The requirement for ordering or indexing observations according to the values of BY variables is suspended for BY-group processing when you use the NOTSORTED option. In fact, the procedure does not use an index if you specify NOTSORTED. The procedure defines a BY group as a set of contiguous observations that have the same values for all BY variables. If observations with the same values for the BY variables are not contiguous, the procedure treats each contiguous set as a separate BY group.
Specifies a numeric variable whose values represent the frequency of the observation.
Tip: The effects of the FREQ and WEIGHT statements are similar except when calculating degrees of freedom.
See also: For an example that uses the FREQ statement, see FREQ on page 61
FREQ variable ;
variable
specifies a numeric variable whose value represents the frequency of the observation. If you use the FREQ statement, the procedure assumes that each observation represents n observations, where n is the value of variable . If n is not an integer, the SAS System truncates it.

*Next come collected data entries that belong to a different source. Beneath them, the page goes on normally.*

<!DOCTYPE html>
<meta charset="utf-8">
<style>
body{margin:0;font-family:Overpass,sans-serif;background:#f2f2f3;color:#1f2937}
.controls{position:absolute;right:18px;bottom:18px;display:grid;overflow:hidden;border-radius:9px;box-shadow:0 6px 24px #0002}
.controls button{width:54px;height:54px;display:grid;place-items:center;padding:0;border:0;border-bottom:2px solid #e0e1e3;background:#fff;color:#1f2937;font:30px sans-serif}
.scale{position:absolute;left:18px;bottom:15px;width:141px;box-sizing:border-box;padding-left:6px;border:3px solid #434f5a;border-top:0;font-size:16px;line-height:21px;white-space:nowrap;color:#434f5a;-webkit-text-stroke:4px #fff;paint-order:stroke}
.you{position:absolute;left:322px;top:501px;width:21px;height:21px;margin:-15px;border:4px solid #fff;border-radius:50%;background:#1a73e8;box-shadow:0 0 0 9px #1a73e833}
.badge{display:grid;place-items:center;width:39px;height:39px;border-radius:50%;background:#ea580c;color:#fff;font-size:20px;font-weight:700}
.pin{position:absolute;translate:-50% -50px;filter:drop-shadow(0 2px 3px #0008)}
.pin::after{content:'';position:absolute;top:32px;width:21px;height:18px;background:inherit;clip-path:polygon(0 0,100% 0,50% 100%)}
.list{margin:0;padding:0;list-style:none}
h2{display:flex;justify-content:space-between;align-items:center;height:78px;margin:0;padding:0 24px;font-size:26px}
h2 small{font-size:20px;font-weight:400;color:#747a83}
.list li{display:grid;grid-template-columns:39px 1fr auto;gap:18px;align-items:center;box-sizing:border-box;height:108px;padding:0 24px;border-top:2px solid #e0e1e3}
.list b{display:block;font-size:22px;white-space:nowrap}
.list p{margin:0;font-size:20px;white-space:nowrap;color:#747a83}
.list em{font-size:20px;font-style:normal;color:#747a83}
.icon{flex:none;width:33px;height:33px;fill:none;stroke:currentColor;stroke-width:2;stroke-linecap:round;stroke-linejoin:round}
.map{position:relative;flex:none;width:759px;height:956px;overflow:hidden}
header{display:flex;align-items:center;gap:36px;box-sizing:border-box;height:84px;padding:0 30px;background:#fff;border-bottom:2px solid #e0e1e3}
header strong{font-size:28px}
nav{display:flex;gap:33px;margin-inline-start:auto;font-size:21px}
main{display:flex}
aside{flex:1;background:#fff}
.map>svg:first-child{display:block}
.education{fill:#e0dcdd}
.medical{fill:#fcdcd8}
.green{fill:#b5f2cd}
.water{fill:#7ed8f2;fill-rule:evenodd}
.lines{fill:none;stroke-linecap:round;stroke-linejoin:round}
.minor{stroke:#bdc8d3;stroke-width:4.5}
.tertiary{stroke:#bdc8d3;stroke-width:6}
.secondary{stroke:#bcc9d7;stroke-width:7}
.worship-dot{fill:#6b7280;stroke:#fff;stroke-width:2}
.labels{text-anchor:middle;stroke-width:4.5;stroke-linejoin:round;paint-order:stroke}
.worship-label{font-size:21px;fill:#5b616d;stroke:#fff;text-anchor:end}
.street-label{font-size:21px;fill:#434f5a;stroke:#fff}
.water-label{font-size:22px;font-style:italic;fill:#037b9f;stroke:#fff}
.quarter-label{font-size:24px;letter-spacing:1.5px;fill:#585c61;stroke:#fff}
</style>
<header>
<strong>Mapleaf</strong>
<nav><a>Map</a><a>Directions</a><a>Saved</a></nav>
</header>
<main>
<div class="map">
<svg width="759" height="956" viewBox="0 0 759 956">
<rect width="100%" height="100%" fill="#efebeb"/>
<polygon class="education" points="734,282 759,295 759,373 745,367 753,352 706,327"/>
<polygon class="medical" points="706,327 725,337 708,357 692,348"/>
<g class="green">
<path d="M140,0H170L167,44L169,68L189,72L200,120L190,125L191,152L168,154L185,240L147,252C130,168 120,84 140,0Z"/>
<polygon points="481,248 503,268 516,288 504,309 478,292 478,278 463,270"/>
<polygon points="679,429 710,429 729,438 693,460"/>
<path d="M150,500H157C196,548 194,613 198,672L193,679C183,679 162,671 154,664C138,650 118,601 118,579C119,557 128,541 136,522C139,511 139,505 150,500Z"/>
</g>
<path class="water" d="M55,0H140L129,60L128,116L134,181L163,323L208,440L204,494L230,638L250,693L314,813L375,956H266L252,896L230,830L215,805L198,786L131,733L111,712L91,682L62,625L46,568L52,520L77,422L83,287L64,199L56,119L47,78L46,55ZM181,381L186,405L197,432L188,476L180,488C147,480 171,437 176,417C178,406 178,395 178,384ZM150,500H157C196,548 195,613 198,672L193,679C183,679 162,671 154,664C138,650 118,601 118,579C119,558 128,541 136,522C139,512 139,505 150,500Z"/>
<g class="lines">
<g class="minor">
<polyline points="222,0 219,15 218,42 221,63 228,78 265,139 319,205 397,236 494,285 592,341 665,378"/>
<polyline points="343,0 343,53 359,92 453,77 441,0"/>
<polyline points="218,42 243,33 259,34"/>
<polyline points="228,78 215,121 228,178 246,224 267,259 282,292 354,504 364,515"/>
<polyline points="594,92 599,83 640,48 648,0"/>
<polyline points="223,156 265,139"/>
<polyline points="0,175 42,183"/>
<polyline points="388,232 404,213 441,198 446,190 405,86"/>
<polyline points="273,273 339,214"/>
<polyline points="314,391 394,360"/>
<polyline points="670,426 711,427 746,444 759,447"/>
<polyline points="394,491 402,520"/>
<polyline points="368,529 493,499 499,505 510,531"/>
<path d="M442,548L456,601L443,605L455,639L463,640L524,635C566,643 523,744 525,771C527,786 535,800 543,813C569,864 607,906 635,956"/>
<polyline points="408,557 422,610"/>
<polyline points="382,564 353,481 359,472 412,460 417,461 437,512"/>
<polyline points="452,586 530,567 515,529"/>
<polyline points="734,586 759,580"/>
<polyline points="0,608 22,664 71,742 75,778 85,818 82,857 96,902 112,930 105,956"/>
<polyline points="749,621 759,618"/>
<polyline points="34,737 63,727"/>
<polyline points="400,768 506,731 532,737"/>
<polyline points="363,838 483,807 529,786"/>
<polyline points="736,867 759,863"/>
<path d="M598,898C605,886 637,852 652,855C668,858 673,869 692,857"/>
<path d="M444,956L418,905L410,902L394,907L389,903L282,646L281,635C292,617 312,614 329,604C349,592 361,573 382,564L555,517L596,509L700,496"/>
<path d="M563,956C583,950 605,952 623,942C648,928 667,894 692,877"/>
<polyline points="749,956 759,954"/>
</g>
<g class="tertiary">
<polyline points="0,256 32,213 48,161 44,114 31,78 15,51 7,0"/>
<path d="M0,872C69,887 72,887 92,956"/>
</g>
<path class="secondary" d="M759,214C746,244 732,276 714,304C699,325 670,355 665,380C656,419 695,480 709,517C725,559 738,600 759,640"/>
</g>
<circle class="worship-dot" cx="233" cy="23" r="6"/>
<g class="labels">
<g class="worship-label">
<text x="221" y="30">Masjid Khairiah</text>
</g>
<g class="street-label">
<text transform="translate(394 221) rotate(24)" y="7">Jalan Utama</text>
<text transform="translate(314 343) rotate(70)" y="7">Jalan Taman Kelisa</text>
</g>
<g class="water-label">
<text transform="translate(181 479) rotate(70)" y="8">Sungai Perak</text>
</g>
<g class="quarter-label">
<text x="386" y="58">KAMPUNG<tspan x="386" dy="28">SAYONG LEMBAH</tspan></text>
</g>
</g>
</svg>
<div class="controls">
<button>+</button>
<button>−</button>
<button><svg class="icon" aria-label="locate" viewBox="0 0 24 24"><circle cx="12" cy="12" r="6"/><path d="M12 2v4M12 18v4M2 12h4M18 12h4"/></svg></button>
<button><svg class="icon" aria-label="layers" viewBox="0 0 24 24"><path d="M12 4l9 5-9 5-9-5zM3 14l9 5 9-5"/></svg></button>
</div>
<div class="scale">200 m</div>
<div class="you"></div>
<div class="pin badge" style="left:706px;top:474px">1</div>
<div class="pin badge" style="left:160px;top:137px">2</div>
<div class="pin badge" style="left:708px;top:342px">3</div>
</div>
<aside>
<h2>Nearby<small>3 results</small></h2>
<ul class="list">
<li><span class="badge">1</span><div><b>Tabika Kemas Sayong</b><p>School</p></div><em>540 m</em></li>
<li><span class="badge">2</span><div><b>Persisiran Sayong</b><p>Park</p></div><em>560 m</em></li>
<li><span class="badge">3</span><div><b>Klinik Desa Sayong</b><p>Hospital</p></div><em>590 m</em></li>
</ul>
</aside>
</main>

If n is less than 1 or is missing, the procedure does not use that observation to calculate statistics but the observation is still standardized.

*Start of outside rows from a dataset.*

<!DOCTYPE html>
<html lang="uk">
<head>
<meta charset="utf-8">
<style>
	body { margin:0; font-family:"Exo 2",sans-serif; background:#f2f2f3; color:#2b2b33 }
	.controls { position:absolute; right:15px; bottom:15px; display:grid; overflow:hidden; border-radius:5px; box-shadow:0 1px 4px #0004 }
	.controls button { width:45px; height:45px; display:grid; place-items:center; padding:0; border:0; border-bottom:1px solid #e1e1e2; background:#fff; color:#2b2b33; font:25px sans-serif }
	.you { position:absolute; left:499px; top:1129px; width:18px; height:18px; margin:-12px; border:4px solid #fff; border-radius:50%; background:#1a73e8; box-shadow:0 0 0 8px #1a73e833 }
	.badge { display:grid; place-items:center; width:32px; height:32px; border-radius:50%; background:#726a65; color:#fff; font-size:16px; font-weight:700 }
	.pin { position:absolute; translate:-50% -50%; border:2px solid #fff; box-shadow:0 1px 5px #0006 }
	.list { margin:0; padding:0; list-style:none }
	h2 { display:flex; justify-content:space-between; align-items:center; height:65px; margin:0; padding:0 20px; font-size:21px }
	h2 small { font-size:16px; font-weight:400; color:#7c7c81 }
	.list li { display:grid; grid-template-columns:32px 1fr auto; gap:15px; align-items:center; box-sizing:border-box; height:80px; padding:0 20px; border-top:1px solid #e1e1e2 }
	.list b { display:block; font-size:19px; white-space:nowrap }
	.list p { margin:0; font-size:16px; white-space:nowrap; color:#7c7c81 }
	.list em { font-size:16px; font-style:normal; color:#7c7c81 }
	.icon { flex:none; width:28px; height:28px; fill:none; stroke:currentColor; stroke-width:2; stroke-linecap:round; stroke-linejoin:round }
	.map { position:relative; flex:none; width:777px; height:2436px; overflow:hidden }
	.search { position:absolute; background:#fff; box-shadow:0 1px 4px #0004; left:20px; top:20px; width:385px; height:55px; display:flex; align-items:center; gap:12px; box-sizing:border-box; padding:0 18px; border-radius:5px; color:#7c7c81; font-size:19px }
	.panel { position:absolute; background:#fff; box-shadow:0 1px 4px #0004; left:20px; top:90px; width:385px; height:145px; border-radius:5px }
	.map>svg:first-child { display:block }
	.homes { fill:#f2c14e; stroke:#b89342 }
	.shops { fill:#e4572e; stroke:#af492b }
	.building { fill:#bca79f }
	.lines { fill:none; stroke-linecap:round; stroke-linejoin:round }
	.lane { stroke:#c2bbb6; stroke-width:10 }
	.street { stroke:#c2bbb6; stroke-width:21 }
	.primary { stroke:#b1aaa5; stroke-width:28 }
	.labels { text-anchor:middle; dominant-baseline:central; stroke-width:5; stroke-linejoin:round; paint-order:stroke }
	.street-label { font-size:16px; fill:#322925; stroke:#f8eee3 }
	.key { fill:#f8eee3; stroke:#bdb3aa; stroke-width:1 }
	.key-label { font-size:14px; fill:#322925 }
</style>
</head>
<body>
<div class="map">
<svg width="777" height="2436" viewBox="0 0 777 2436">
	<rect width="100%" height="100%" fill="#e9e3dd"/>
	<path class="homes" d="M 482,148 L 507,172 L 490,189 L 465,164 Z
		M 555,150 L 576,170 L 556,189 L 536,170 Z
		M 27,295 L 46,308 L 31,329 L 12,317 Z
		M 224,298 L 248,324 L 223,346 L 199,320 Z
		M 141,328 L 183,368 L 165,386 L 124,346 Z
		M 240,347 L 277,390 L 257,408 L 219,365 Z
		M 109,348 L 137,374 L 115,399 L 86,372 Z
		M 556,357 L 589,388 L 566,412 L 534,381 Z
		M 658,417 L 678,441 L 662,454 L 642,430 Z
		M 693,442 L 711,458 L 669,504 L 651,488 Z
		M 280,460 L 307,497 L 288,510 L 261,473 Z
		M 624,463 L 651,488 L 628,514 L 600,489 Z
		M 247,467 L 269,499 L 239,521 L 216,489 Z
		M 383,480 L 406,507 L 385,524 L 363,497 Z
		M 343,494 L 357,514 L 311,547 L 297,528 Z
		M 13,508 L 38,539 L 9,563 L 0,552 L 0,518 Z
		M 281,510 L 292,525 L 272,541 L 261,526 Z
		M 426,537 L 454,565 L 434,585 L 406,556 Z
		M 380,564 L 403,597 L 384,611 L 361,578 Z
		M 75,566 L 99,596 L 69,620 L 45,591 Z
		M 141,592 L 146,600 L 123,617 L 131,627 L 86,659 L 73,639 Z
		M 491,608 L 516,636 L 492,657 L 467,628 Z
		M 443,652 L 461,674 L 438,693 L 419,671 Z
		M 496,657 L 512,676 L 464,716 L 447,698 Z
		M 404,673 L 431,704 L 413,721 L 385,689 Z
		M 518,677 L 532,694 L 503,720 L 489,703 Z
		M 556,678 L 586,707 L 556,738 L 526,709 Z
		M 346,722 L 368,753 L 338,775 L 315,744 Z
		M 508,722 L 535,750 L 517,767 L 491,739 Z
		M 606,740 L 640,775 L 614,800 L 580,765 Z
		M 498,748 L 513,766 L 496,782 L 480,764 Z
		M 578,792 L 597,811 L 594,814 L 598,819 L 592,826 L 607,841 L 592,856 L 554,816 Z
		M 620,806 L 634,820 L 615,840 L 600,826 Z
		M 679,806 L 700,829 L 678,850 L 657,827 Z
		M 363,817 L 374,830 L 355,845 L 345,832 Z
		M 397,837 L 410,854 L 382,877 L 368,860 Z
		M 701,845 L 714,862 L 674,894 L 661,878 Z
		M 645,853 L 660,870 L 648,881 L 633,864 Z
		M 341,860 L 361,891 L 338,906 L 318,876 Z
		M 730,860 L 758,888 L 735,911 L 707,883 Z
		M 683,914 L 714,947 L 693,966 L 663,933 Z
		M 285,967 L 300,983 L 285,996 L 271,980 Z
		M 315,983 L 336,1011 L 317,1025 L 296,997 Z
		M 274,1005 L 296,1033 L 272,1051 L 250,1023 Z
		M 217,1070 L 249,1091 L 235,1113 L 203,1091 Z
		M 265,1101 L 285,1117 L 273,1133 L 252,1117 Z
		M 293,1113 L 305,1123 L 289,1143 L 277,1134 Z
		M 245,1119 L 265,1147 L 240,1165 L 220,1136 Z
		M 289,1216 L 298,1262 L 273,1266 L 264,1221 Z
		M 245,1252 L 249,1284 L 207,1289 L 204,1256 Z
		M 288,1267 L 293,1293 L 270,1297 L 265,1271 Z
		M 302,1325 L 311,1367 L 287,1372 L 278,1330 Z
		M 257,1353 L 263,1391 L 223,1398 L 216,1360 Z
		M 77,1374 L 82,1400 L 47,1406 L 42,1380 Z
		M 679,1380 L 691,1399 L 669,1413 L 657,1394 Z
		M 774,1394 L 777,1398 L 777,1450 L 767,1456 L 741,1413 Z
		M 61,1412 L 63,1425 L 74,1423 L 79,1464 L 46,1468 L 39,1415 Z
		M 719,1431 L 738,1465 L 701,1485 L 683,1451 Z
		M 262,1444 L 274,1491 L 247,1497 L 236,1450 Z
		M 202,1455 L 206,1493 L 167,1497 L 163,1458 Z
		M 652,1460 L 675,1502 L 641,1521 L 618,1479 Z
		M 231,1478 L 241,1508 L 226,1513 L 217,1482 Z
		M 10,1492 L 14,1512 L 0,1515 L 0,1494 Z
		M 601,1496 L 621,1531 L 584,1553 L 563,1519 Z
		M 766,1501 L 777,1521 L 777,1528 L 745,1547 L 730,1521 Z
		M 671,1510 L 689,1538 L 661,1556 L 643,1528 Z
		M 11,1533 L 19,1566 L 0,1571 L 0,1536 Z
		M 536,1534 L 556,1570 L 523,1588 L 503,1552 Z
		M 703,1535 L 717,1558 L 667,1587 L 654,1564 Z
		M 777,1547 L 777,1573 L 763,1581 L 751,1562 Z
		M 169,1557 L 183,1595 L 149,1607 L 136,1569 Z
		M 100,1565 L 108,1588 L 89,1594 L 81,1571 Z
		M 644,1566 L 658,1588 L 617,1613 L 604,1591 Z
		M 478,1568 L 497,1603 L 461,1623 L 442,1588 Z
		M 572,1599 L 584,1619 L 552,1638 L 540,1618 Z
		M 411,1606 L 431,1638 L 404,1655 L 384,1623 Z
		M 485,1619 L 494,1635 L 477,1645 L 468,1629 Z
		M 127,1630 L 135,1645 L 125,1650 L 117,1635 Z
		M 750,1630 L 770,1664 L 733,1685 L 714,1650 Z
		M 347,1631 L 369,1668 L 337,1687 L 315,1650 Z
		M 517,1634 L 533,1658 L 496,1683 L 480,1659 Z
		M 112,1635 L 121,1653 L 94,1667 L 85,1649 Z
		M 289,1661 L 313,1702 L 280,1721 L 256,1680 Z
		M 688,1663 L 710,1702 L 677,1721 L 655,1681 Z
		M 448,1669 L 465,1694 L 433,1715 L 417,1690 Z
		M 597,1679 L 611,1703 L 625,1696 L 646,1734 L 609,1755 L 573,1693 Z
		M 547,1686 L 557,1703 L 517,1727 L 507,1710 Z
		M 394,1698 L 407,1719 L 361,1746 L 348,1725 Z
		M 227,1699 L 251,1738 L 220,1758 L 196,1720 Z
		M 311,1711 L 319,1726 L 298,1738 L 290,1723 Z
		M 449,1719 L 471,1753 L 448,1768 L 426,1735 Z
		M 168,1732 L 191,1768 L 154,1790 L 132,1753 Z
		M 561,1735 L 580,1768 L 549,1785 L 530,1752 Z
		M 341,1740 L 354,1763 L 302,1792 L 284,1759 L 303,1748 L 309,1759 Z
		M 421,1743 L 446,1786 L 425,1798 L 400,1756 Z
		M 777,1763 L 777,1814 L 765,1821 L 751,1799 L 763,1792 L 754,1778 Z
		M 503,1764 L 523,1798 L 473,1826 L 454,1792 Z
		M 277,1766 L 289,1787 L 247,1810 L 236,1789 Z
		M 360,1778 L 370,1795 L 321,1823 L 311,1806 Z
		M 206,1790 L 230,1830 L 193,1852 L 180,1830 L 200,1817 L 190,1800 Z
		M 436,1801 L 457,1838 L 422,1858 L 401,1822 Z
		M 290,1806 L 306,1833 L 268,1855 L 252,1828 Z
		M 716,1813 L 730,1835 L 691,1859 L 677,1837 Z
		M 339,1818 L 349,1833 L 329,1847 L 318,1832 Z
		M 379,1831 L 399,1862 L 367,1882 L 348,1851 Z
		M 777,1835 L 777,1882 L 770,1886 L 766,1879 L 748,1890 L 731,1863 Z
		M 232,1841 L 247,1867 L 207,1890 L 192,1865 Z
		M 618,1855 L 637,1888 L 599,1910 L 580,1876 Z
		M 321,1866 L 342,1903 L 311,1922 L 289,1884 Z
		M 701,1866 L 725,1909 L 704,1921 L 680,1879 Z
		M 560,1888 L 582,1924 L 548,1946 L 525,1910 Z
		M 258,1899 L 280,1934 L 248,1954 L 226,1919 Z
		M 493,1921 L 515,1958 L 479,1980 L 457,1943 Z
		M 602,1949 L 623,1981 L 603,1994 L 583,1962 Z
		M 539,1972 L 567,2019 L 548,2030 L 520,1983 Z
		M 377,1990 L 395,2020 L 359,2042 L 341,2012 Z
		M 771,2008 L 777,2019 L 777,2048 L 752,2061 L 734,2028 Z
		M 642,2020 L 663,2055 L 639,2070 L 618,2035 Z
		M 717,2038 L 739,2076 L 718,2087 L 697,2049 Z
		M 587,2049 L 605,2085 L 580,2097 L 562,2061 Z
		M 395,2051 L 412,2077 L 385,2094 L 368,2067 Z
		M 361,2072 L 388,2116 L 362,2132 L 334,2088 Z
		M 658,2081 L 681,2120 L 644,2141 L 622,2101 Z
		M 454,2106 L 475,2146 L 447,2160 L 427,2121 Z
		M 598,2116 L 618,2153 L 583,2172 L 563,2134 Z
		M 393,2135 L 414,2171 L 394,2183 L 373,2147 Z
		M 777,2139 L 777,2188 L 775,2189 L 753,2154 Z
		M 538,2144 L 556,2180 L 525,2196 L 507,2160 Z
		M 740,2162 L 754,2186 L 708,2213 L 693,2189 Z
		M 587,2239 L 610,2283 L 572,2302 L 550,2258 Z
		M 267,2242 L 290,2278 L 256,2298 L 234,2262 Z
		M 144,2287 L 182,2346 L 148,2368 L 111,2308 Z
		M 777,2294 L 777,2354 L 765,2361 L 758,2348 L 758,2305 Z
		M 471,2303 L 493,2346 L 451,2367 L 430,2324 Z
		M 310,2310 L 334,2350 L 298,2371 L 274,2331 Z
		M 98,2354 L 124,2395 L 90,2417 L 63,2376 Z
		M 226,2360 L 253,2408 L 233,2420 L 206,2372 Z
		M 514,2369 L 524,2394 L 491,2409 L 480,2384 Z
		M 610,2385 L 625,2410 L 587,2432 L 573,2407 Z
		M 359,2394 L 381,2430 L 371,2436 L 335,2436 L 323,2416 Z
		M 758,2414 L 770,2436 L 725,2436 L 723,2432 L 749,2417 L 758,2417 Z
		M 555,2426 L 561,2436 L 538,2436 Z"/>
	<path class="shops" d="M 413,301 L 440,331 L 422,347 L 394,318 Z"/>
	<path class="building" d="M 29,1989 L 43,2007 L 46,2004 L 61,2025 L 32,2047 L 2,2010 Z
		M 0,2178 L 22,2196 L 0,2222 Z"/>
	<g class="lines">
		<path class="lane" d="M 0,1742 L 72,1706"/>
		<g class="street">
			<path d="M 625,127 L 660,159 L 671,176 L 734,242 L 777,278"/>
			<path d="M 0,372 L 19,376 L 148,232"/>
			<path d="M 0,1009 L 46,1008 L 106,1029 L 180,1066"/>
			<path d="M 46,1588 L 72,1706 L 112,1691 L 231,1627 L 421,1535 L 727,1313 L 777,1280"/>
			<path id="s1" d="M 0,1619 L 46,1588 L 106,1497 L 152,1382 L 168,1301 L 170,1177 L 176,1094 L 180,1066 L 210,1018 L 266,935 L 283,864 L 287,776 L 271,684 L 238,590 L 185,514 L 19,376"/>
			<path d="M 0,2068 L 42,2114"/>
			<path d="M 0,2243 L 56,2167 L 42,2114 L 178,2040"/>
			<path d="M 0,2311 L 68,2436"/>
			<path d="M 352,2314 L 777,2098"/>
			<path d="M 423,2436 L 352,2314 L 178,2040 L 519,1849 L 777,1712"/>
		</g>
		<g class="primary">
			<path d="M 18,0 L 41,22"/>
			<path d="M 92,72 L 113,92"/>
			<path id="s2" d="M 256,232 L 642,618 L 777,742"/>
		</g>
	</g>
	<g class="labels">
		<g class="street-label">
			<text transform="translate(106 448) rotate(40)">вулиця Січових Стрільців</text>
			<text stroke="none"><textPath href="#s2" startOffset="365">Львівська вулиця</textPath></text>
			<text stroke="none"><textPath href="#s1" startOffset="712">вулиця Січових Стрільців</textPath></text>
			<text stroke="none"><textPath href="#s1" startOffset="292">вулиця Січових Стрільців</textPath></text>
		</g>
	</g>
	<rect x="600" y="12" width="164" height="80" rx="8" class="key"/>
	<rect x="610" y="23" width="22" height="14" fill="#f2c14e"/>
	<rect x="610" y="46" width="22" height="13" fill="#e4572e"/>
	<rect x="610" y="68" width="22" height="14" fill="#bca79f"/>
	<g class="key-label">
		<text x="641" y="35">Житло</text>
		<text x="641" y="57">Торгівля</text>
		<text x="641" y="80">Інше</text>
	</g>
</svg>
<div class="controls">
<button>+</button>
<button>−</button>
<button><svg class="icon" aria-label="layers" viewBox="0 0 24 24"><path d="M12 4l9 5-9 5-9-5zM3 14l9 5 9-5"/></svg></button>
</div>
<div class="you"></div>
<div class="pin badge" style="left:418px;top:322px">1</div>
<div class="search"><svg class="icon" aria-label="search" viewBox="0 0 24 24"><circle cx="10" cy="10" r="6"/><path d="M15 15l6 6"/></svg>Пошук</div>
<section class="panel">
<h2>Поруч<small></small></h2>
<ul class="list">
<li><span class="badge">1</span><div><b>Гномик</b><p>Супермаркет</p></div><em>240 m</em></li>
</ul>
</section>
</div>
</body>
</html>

The sum of the frequency variable represents the total number of observations.
Specifies the variables to standardize and their order in the printed output.
Default: If you omit the VAR statement, PROC STANDARD standardizes all numeric variables not listed in the other statements.
Featured in: Example 1 on page 1185
VAR variable(s) ;
variable(s)
identifies one or more variables to standardize.
Specifies weights for analysis variables in the statistical calculations.
See also: For information about calculating weighted statistics and for an example that uses the WEIGHT statement, see WEIGHT on page 63
WEIGHT variable ;
variable
specifies a numeric variable whose values weight the values of the analysis variables. The values of the variable do not have to be integers. If the value of the weight variable is
Weight value | PROC STANDARD |
---|---|
| counts the observation in the total number of observations |
less than 0 | converts the weight value to zero and counts the observation in the total number of observations |
missing | excludes the observation from the calculation of mean and standard deviation |
To exclude observations that contain negative and zero weights from the calculation of mean and standard deviation, use EXCLNPWGT. Note that most SAS/STAT procedures, such as PROC GLM, exclude negative and zero weights by default.
Tip: When you use the WEIGHT statement, consider which value of the VARDEF= option is appropriate. See VARDEF= on page 1181 and the calculation of weighted statistics in Keywords and Formulas on page 1354 for more information.
Note: Prior to Version 7 of the SAS System, the procedure did not exclude the observations with missing weights from the count of observations.